▶ _ABOUT THIS EXERCISE_
The data below should be copied out exactly, with its pictures omitted.

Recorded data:
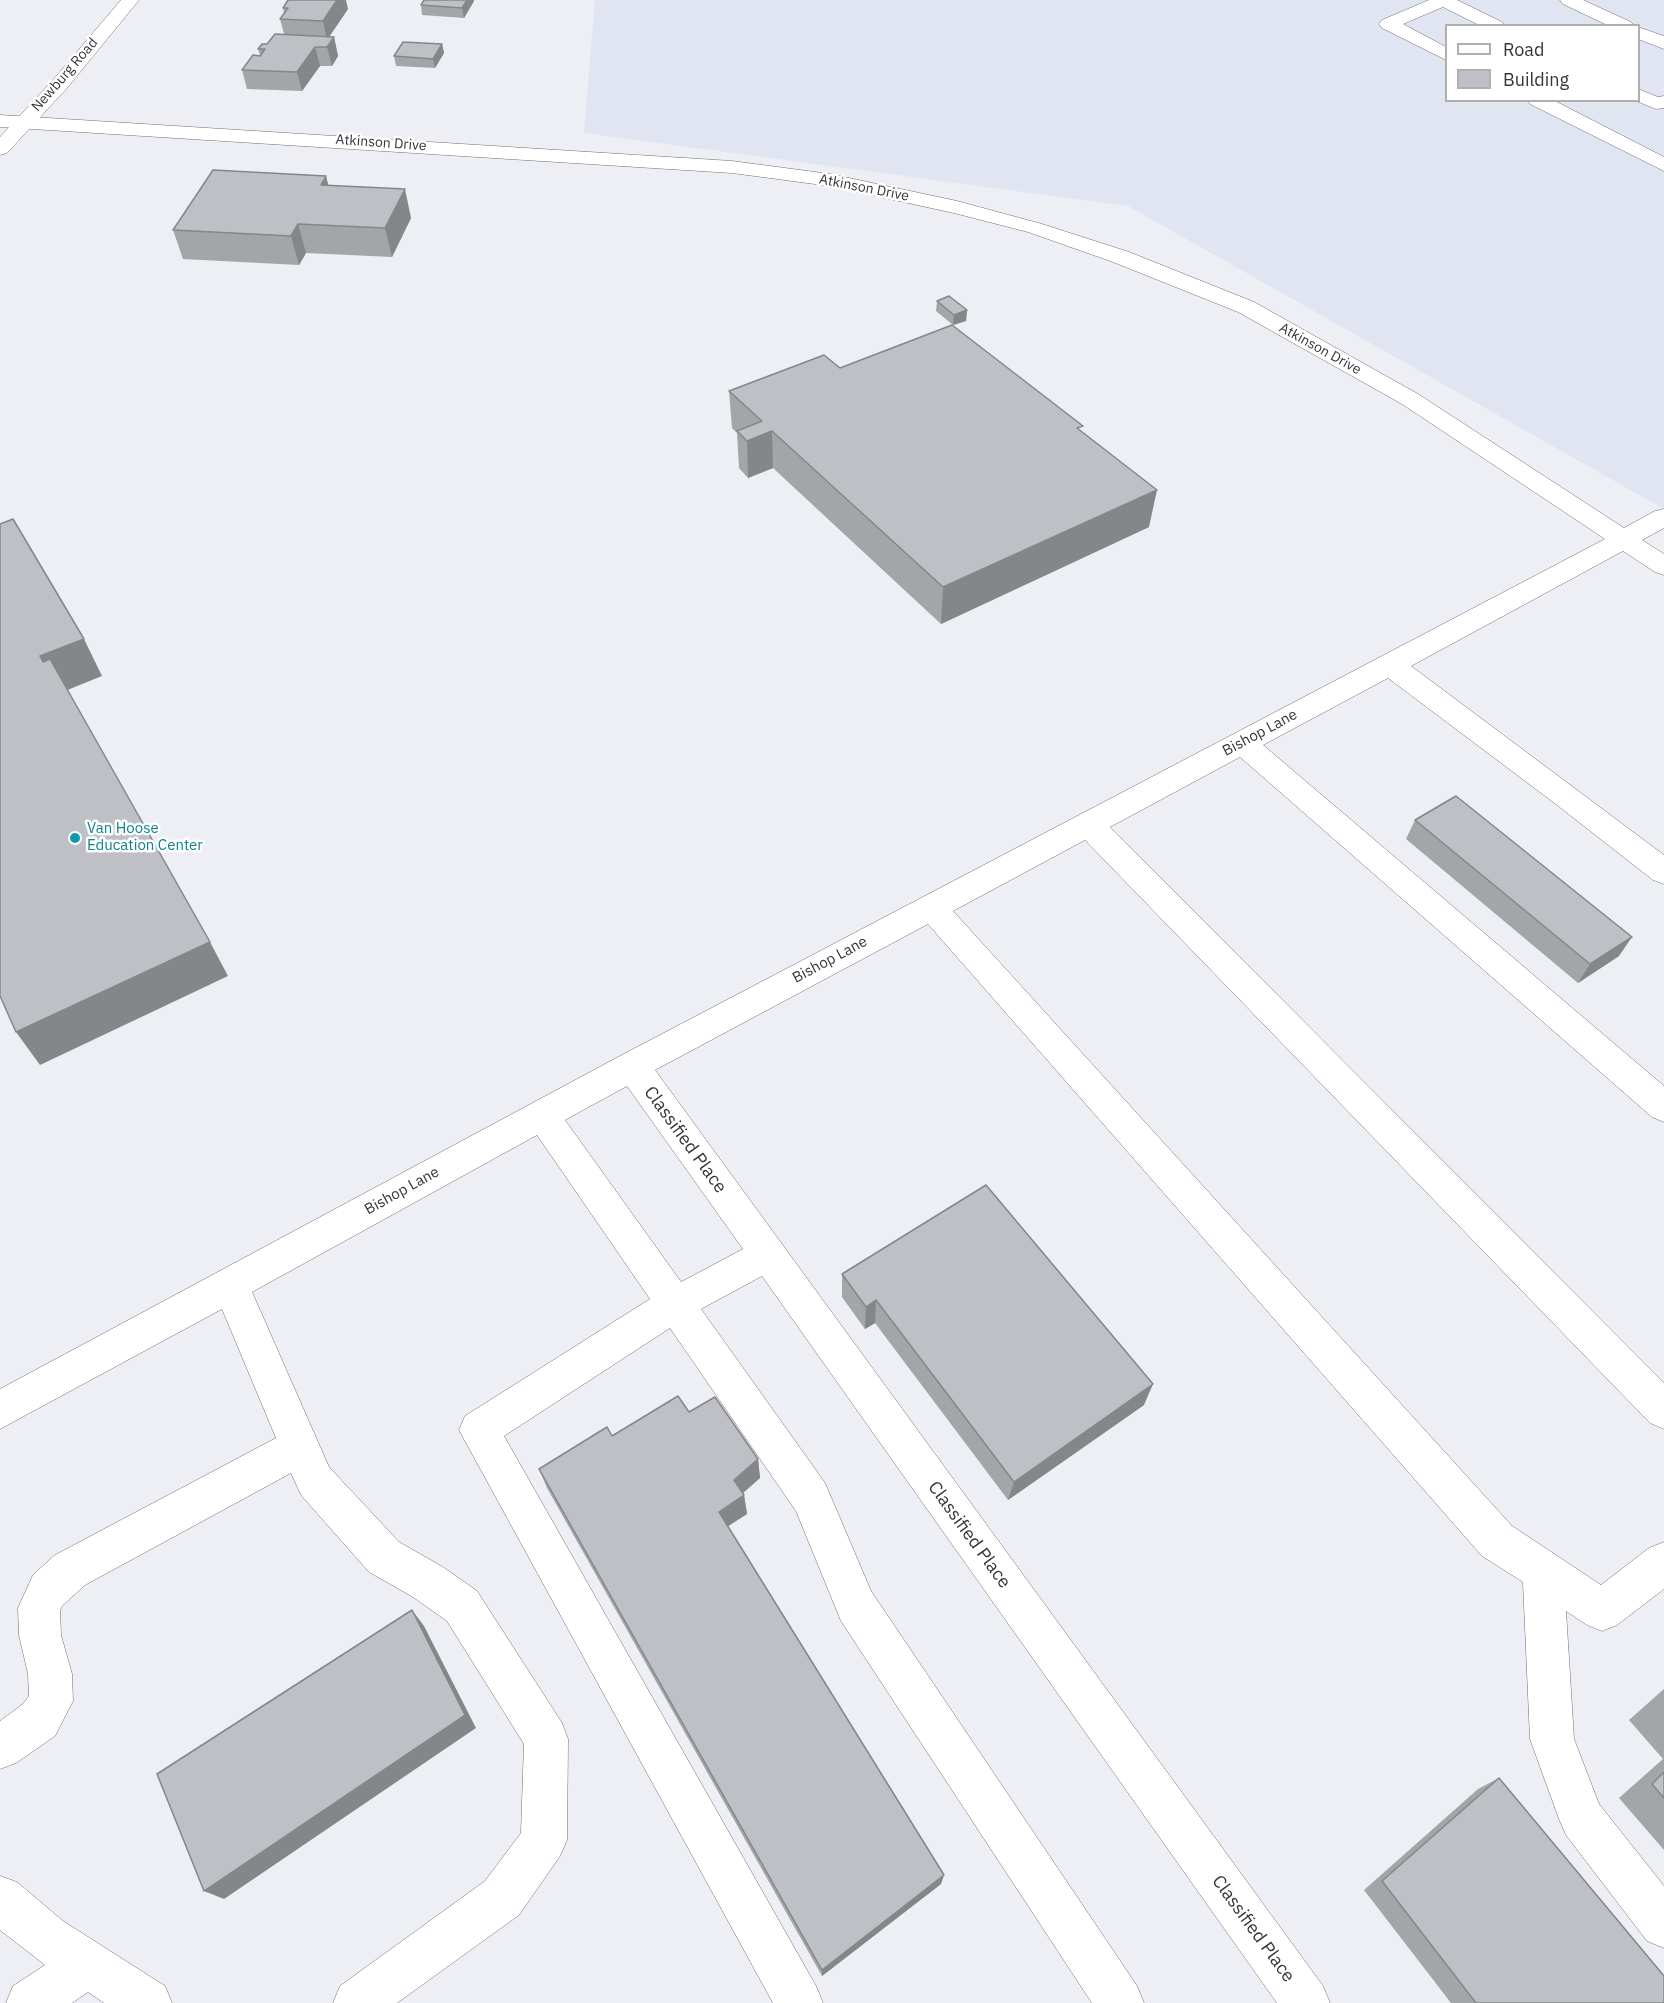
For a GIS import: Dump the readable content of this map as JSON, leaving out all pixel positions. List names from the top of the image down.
{
  "streets": {
    "street": [
      "Newburg Road",
      "Atkinson Drive",
      "Bishop Lane",
      "Classified Place"
    ]
  },
  "crossings": [
    ["Newburg Road", "Atkinson Drive"],
    ["Atkinson Drive", "Bishop Lane"],
    ["Bishop Lane", "Classified Place"]
  ],
  "places": ["Van Hoose Education Center"],
  "legend": ["Road", "Building"]
}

▶ _TASK RESPONSE_
For a GIS import: Dump the readable content of this map as JSON, leaving out all pixel positions. List names from the top of the image down.
{
  "streets": {
    "street": [
      "Newburg Road",
      "Atkinson Drive",
      "Bishop Lane",
      "Classified Place"
    ]
  },
  "crossings": [
    ["Newburg Road", "Atkinson Drive"],
    ["Atkinson Drive", "Bishop Lane"],
    ["Bishop Lane", "Classified Place"]
  ],
  "places": ["Van Hoose Education Center"],
  "legend": ["Road", "Building"]
}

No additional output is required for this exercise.